Aim of the task => Could you print each entry below verbatim while omitting the pictures?

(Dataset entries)
—————
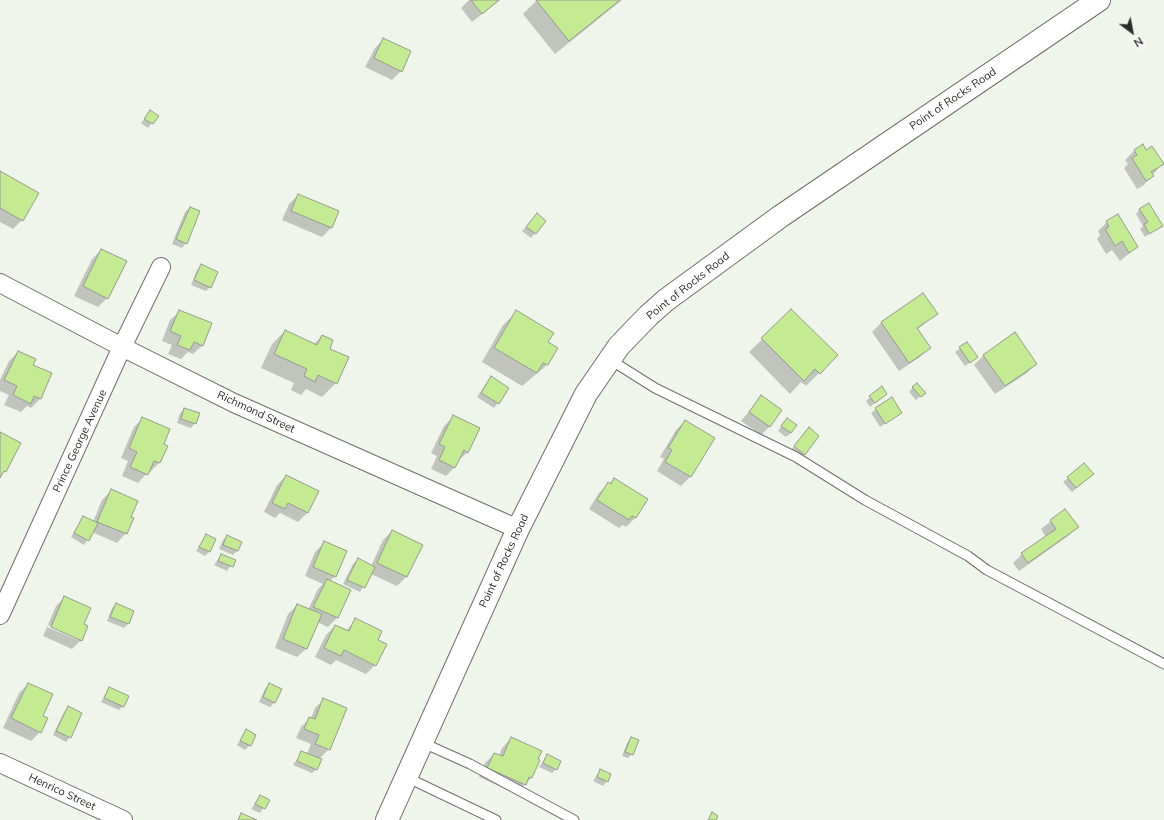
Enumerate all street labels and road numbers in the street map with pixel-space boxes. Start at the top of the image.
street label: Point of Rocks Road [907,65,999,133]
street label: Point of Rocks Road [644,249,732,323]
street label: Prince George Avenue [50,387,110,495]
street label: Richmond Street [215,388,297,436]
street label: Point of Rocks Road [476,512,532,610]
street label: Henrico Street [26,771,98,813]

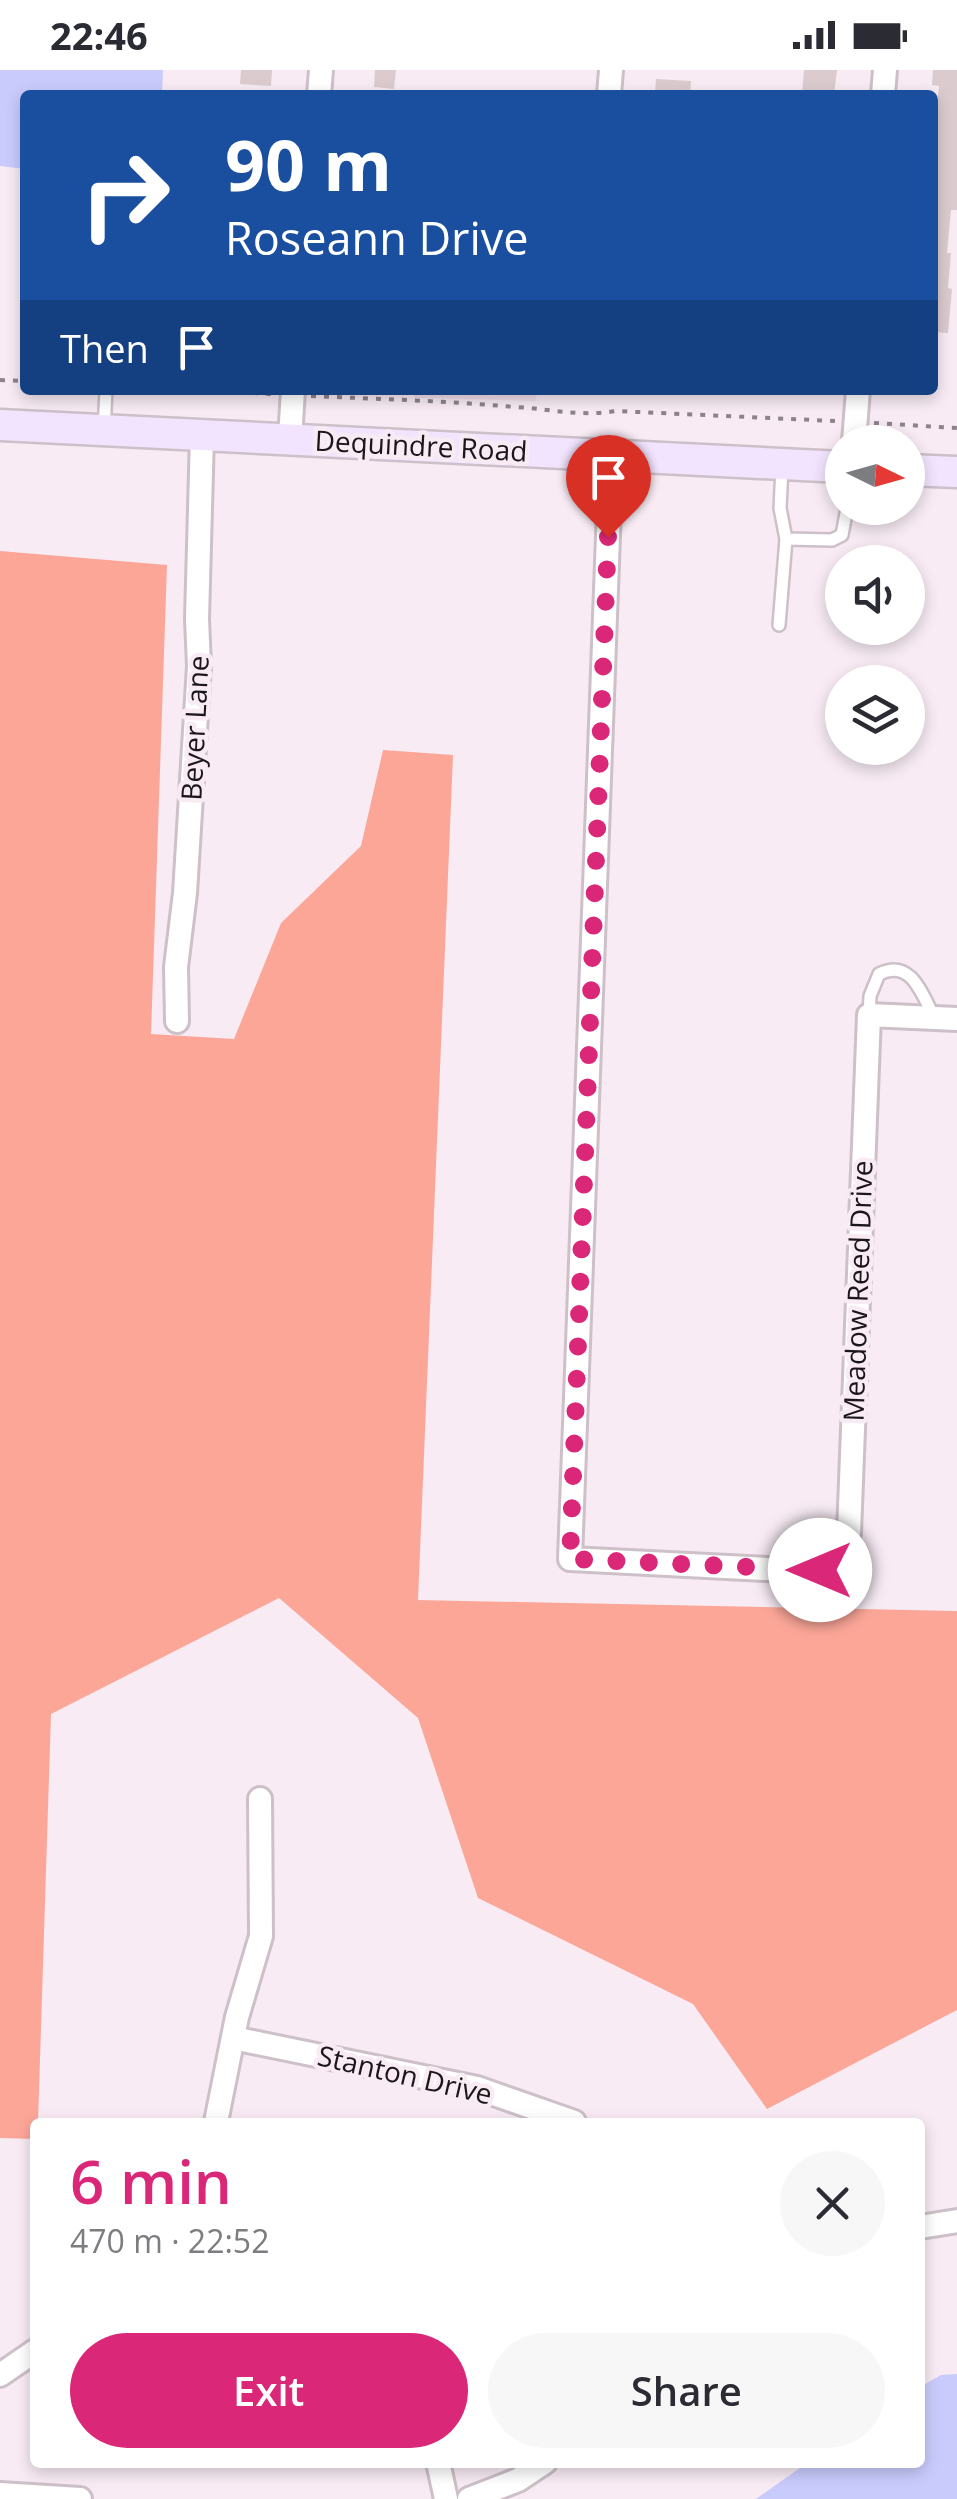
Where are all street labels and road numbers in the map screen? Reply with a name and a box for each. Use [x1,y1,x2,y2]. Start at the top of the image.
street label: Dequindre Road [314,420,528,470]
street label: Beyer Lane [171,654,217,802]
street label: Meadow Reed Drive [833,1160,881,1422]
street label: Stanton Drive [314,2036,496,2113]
—————
Result of the task =>
Enumerate all street labels and road numbers in the street map with pixel-space boxes. Start at the top of the image.
street label: Point of Rocks Road [907,65,999,133]
street label: Point of Rocks Road [644,249,732,323]
street label: Prince George Avenue [50,387,110,495]
street label: Richmond Street [215,388,297,436]
street label: Point of Rocks Road [476,512,532,610]
street label: Henrico Street [26,771,98,813]

Where are all street labels and road numbers in the map screen? Reply with a name and a box for each. Use [x1,y1,x2,y2]. Start at the top of the image.
street label: Dequindre Road [314,420,528,470]
street label: Beyer Lane [171,654,217,802]
street label: Meadow Reed Drive [833,1160,881,1422]
street label: Stanton Drive [314,2036,496,2113]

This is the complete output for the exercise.